The early stages of the crisis in March saw a massive drop in working hours, especially in the food service industry (minus 15 hours per week) and in the cultural and tourism sector (minus nine hours). In the key sector of health and social care, the decline in hours was much smaller at 2.5 hours. As Figure 1a illustrates, the change in working hours depended largely on the extent to which the activity could be relocated to home. For example, the average working time in the financial and business services sector remained almost unchanged with a slight minus of just under two hours.
In June, the picture is partially reversed (Figure 1b): The number of working hours in the food service industry increased significantly again, more than halving the gap to pre-crisis levels. At the same time, there was a more than twice as strong decline in hours in fields with high levels of home working, such as in financial and business services. The researchers attribute this finding to the fact that the “character” of the recession has changed: After the first “pandemic shock” with strong industry-specific slumps due to government restrictions and the immediate effects of the virus, a general decline in demand set in that impacted the entire economy. This also meant that the “home working advantage” was no longer relevant: Figure 2 shows how the gap between low and high levels of home working closes between March and June.
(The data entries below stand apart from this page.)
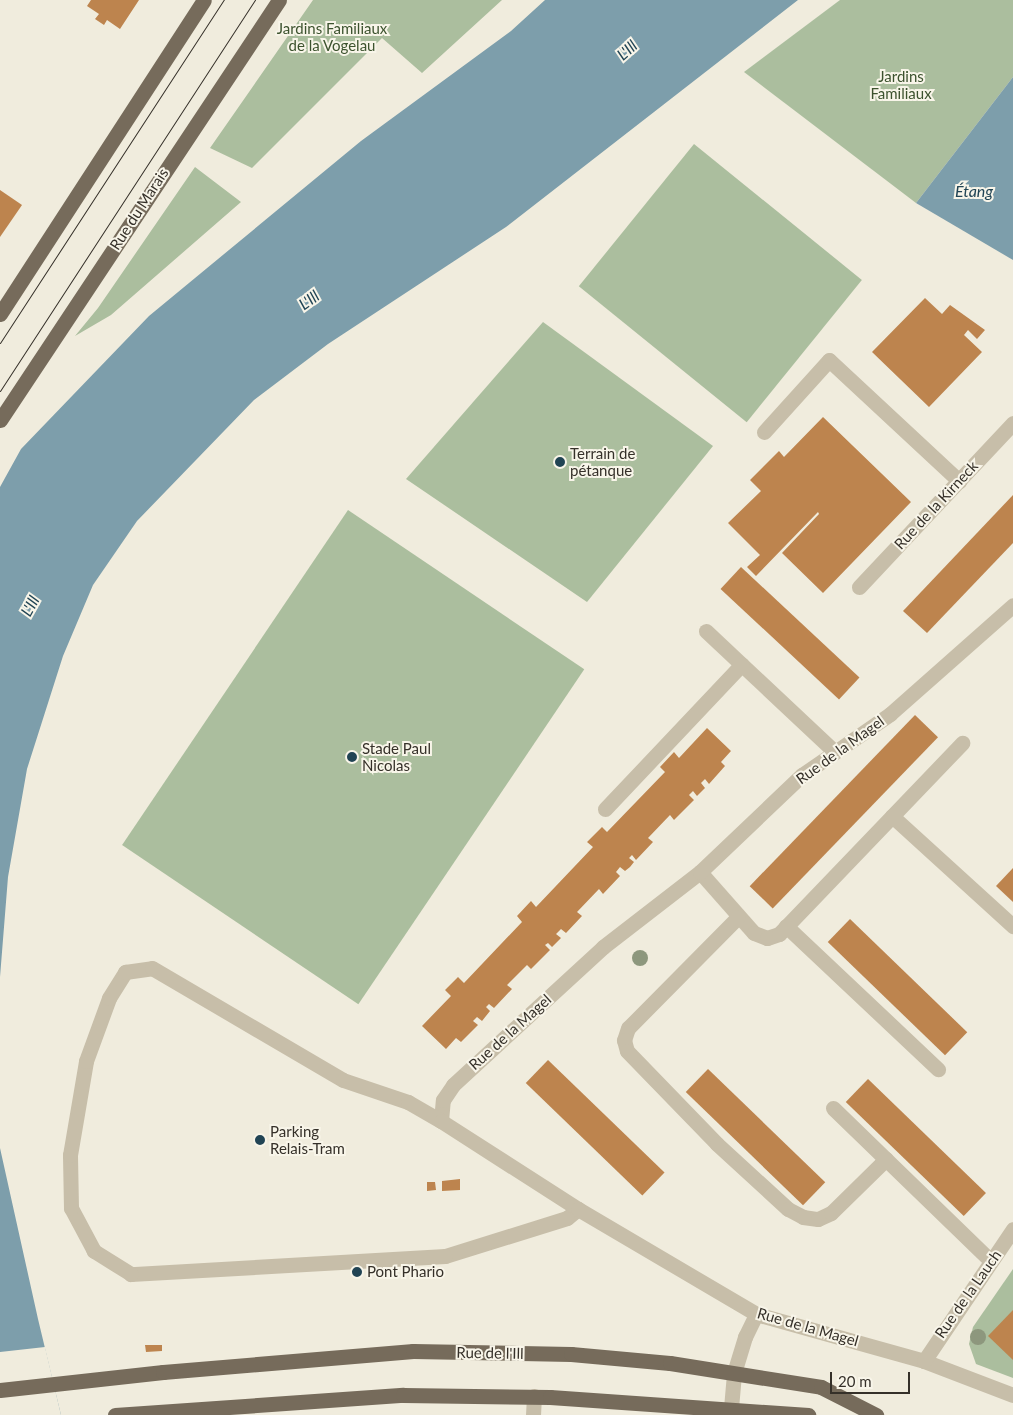 <!DOCTYPE html>
<meta charset="utf-8">
<style>
body{margin:0}
#map{position:relative;width:1013px;height:1415px;overflow:hidden;background:#f0ecdd;font-family:Lato,sans-serif}
div>[style]{position:absolute}
[style*='--x']{left:calc(var(--x)*1px);top:calc(var(--y)*1px);width:calc(var(--w)*1px);rotate:calc(var(--a)*1deg)}
.green>*{inset:0;background:#abbe9e;transform-origin:0 0}
.water>*{inset:0;background:#7d9eab}
.pier>*{inset:0;background:#f0ecdd}
.building>*{inset:0;background:#bd844e;transform-origin:0 0}
.minor>*{height:15px;margin:-7.5px;padding:0 7.5px;transform-origin:7.5px;border-radius:7.5px;background:#c7bea9}
.major>*{height:15px;margin:-7.5px;padding:0 7.5px;transform-origin:7.5px;border-radius:7.5px;background:#766b5b}
.tram>*{height:1px;margin:-0.5px;padding:0 0.5px;transform-origin:0.5px;border-radius:0.5px;background:#353029}
.trees>*{width:16px;height:16px;margin:-8px;border-radius:50%;background:#8d977d}
.dots>*{width:14px;height:14px;translate:-50% -50%;box-sizing:border-box;border:2px solid #f8f5e9;border-radius:50%}
span{translate:-50% -50%;white-space:nowrap;text-align:center;line-height:1.15;-webkit-text-stroke:4px #f8f5e9;paint-order:stroke}
.park-label{font-size:15px;color:#3c522e}
.street-label{font-size:15px;color:#353029}
.poi-label{font-size:15px;color:#353029}
.left{translate:0 -50%;text-align:left}
.water-label{font-size:16px;color:#214454;font-style:italic}
.scale{position:absolute;left:830px;top:1372px;width:80px;height:22px;box-sizing:border-box;border:2px solid #353029;border-top:0;padding-left:6px;font-size:15px;line-height:18px;white-space:nowrap;color:#353029;-webkit-text-stroke:4px #f8f5e9;paint-order:stroke}
</style>
<div id="map">
<div class="green">
<i style="clip-path:polygon(313px 0,502px 0,422px 73px,382px 38px,252px 168px,210px 148px)"></i>
<i style="clip-path:polygon(840px 0,1013px 0,1013px 77px,916px 203px,744px 72px)"></i>
<i style="left:694px;top:144px;width:216px;height:183px;rotate:39deg"></i>
<i style="clip-path:polygon(195px 167px,241px 202px,111px 315px,75px 336px,98px 308px)"></i>
<i style="clip-path:polygon(543px 322px,713px 446px,587px 602px,406px 479px)"></i>
<i style="left:348px;top:510px;width:285px;height:404px;rotate:34deg"></i>
<i style="clip-path:polygon(1013px 1269px,1013px 1378px,976px 1364px,969px 1344px,973px 1327px)"></i>
</div>
<div class="water">
<i style="clip-path:polygon(545px 0,798px 0,506px 227px,328px 344px,254px 400px,137px 521px,93px 585px,63px 656px,27px 769px,8px 877px,0 977px,0 487px,21px 449px,149px 316px,361px 141px,511px 31px)"></i>
<i style="clip-path:polygon(1013px 77px,1013px 260px,916px 203px)"></i>
<i style="clip-path:polygon(0 1148px,38px 1319px,61px 1415px,0 1415px)"></i>
</div>
<div class="pier">
<i style="clip-path:polygon(45px 1347px,61px 1415px,0 1415px,0 1352px)"></i>
</div>
<div class="building">
<i style="clip-path:polygon(91px 0,139px 0,120px 29px,107px 20px,104px 25px,95px 19px,99px 14px,87px 6px)"></i>
<i style="clip-path:polygon(0 190px,22px 205px,0 237px)"></i>
<i style="clip-path:polygon(925px 298px,942px 314px,950px 305px,985px 330px,977px 339px,968px 330px,964px 335px,982px 352px,929px 407px,872px 352px)"></i>
<i style="clip-path:polygon(823px 417px,911px 502px,823px 593px,782px 553px,819px 514px,818px 512px,756px 576px,747px 567px,760px 555px,728px 523px,761px 491px,750px 480px,779px 451px,784px 457px)"></i>
<i style="clip-path:polygon(1013px 495px,1013px 543px,927px 633px,903px 611px)"></i>
<i style="left:741px;top:567px;width:162px;height:30px;rotate:43deg"></i>
<i style="left:915px;top:715px;width:32px;height:238px;rotate:44deg"></i>
<i style="clip-path:polygon(707px 728px,731px 751px,721px 762px,725px 766px,709px 784px,705px 779px,701px 783px,705px 788px,697px 796px,693px 791px,689px 795px,694px 800px,674px 820px,670px 815px,648px 838px,653px 842px,636px 860px,632px 855px,629px 858px,634px 862px,630px 867px,625px 871px,620px 867px,616px 872px,620px 876px,603px 894px,599px 889px,577px 912px,582px 916px,566px 933px,561px 929px,556px 934px,561px 938px,552px 947px,548px 943px,545px 945px,550px 950px,531px 969px,527px 965px,507px 985px,512px 989px,494px 1008px,489px 1004px,486px 1007px,490px 1011px,482px 1021px,477px 1017px,473px 1021px,478px 1025px,461px 1042px,456px 1038px,446px 1049px,422px 1026px,451px 996px,445px 990px,458px 977px,464px 983px,522px 922px,517px 916px,531px 901px,536px 907px,593px 847px,587px 842px,602px 827px,607px 832px,665px 772px,660px 767px,674px 752px,679px 758px)"></i>
<i style="clip-path:polygon(1013px 868px,1013px 902px,996px 886px)"></i>
<i style="left:850px;top:919px;width:163px;height:32px;rotate:44deg"></i>
<i style="left:548px;top:1060px;width:162px;height:32px;rotate:44deg"></i>
<i style="left:708px;top:1069px;width:163px;height:32px;rotate:44deg"></i>
<i style="left:868px;top:1079px;width:164px;height:32px;rotate:44deg"></i>
<i style="clip-path:polygon(460px 1179px,460px 1190px,442px 1191px,442px 1181px)"></i>
<i style="clip-path:polygon(427px 1182px,435px 1182px,436px 1190px,427px 1191px)"></i>
<i style="clip-path:polygon(1013px 1310px,1013px 1360px,988px 1336px)"></i>
<i style="clip-path:polygon(145px 1345px,162px 1345px,162px 1351px,146px 1352px)"></i>
</div>
<div class="minor">
<i style="--x:764;--y:432;--w:97;--a:-47.9"></i>
<i style="--x:829;--y:360;--w:178;--a:42.9"></i>
<i style="--x:859;--y:587;--w:225;--a:-46.8"></i>
<i style="--x:706;--y:631;--w:175;--a:43.2"></i>
<i style="--x:605;--y:809;--w:199;--a:-46.6"></i>
<i style="--x:892;--y:816;--w:164;--a:42.3"></i>
<i style="--x:700;--y:872;--w:81;--a:48.5"></i>
<i style="--x:754;--y:933;--w:14;--a:21"></i>
<i style="--x:767;--y:938;--w:13;--a:-18"></i>
<i style="--x:779;--y:934;--w:265;--a:-46.2"></i>
<i style="--x:738;--y:917;--w:156;--a:134.7"></i>
<i style="--x:628;--y:1028;--w:13;--a:108"></i>
<i style="--x:624;--y:1040;--w:11;--a:75"></i>
<i style="--x:627;--y:1051;--w:129;--a:45.9"></i>
<i style="--x:717;--y:1144;--w:96;--a:42.5"></i>
<i style="--x:788;--y:1209;--w:17;--a:28"></i>
<i style="--x:803;--y:1217;--w:15;--a:8"></i>
<i style="--x:818;--y:1219;--w:14;--a:-25"></i>
<i style="--x:831;--y:1213;--w:77;--a:-44.5"></i>
<i style="--x:786;--y:926;--w:209;--a:43.3"></i>
<i style="--x:833;--y:1108;--w:220;--a:44.1"></i>
<i style="--x:441;--y:1121;--w:21;--a:-85"></i>
<i style="--x:443;--y:1100;--w:18;--a:-56"></i>
<i style="--x:453;--y:1085;--w:204;--a:-42.6"></i>
<i style="--x:603;--y:947;--w:123;--a:-37.7"></i>
<i style="--x:700;--y:872;--w:141;--a:-43.6"></i>
<i style="--x:802;--y:775;--w:107;--a:-34.7"></i>
<i style="--x:890;--y:714;--w:164;--a:-41.5"></i>
<i style="--x:578;--y:1209;--w:14;--a:141"></i>
<i style="--x:567;--y:1218;--w:128;--a:162.7"></i>
<i style="--x:445;--y:1256;--w:315;--a:176.7"></i>
<i style="--x:131;--y:1274;--w:44;--a:-148.1"></i>
<i style="--x:94;--y:1251;--w:49;--a:-118.1"></i>
<i style="--x:71;--y:1208;--w:53;--a:-91.1"></i>
<i style="--x:70;--y:1155;--w:95;--a:-80.3"></i>
<i style="--x:86;--y:1061;--w:67;--a:-69.9"></i>
<i style="--x:109;--y:998;--w:31;--a:-58"></i>
<i style="--x:125;--y:972;--w:27;--a:-8"></i>
<i style="--x:152;--y:968;--w:221;--a:30.4"></i>
<i style="--x:343;--y:1080;--w:69;--a:18.7"></i>
<i style="--x:408;--y:1102;--w:38;--a:30"></i>
<i style="--x:441;--y:1121;--w:163;--a:32.7"></i>
<i style="--x:578;--y:1209;--w:207;--a:30.5"></i>
<i style="--x:756;--y:1314;--w:174;--a:15.6"></i>
<i style="--x:924;--y:1361;--w:95;--a:20.9"></i>
<i style="--x:924;--y:1361;--w:159;--a:-56"></i>
<i style="--x:731;--y:1408;--w:35;--a:-85"></i>
<i style="--x:734;--y:1373;--w:38;--a:-73"></i>
<i style="--x:745;--y:1337;--w:25;--a:-64"></i>
<i style="--x:533;--y:1415;--w:19;--a:-87"></i>
</div>
<div class="major">
<i style="--x:0;--y:314;--w:374;--a:-57"></i>
<i style="--x:0;--y:420;--w:504;--a:-56.4"></i>
<i style="--x:0;--y:1390;--w:164;--a:-6.3"></i>
<i style="--x:163;--y:1372;--w:251;--a:-4.8"></i>
<i style="--x:413;--y:1351;--w:158;--a:1.1"></i>
<i style="--x:571;--y:1354;--w:99;--a:5.2"></i>
<i style="--x:670;--y:1363;--w:153;--a:9"></i>
<i style="--x:821;--y:1387;--w:62;--a:27"></i>
<i style="--x:115;--y:1415;--w:289;--a:-4"></i>
<i style="--x:403;--y:1395;--w:147;--a:0.8"></i>
<i style="--x:550;--y:1397;--w:259;--a:4"></i>
</div>
<div class="tram">
<i style="--x:0;--y:343;--w:410;--a:-56.9"></i>
<i style="--x:0;--y:391;--w:467;--a:-56.9"></i>
</div>
<div class="trees">
<i style="left:640px;top:958px"></i>
<i style="left:978px;top:1337px"></i>
</div>
<div class="dots">
<i style="left:560px;top:462px;background:#214454"></i>
<i style="left:352px;top:757px;background:#214454"></i>
<i style="left:260px;top:1140px;background:#214454"></i>
<i style="left:357px;top:1272px;background:#214454"></i>
</div>
<div class="park-label">
<span style="left:332px;top:37px">Jardins Familiaux<br>de la Vogelau</span>
<span style="left:901px;top:85px">Jardins<br>Familiaux</span>
</div>
<div class="street-label">
<span style="left:139px;top:209px;rotate:-57deg">Rue du Marais</span>
<span style="left:936px;top:505px;rotate:-47deg">Rue de la Kirneck</span>
<span style="left:840px;top:750px;rotate:-36deg">Rue de la Magel</span>
<span style="left:510px;top:1032px;rotate:-42deg">Rue de la Magel</span>
<span style="left:968px;top:1294px;rotate:-55deg">Rue de la Lauch</span>
<span style="left:808px;top:1327px;rotate:16deg">Rue de la Magel</span>
<span style="left:490px;top:1353px;rotate:1deg">Rue de l'Ill</span>
</div>
<div class="poi-label">
<span class="left" style="left:570px;top:462px">Terrain de<br>pétanque</span>
<span class="left" style="left:362px;top:757px">Stade Paul<br>Nicolas</span>
<span class="left" style="left:270px;top:1140px">Parking<br>Relais-Tram</span>
<span class="left" style="left:367px;top:1272px">Pont Phario</span>
</div>
<div class="water-label">
<span style="left:627px;top:50px;rotate:-41deg">L'Ill</span>
<span style="left:974px;top:191px">Étang</span>
<span style="left:309px;top:300px;rotate:-36deg">L'Ill</span>
<span style="left:30px;top:606px;rotate:-61deg">L'Ill</span>
</div>
<div class="scale">20 m</div>
</div>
The authors conclude that the short-time work regulations made a decisive contribution to enabling companies to adjust working hours flexibly without causing waves of redundancies. There were also hardly any shifts in income distribution, although low-income earners were much more affected by the reduction in hours. “This is where the government programs have a beneficial short-term effect. However, they are of little help when it comes to long-term changes in demand and can even be harmful,” says Hans-Martin von Gaudecker, ECONtribute Professor of Applied Microeconomics at the University of Bonn and head of the IZA research team Structural Policy Evaluation.
The study is based on the work of the CoViD-19 Impact Lab, in which von Gaudecker, together with his research team from Bonn and the Dutch University of Tilburg, analyzes the effects of the corona pandemic and its countermeasures. The aim is to quickly generate helpful data in the current crisis and make it available to the public. More in-depth analyses will follow in the medium term.
Data based on the Dutch LISS panel
The data was collected using the Dutch LISS panel (Longitudinal Internet Studies for the Social Sciences), which, for more than ten years, has regularly surveyed 4,500 households on a variety of topics. The households are representative of the Dutch population and answer the questionnaires online. For this data set, LISS participants aged 16 and over were interviewed in four survey waves in late March, April, May and June. 6,650 people completed at least one questionnaire in full.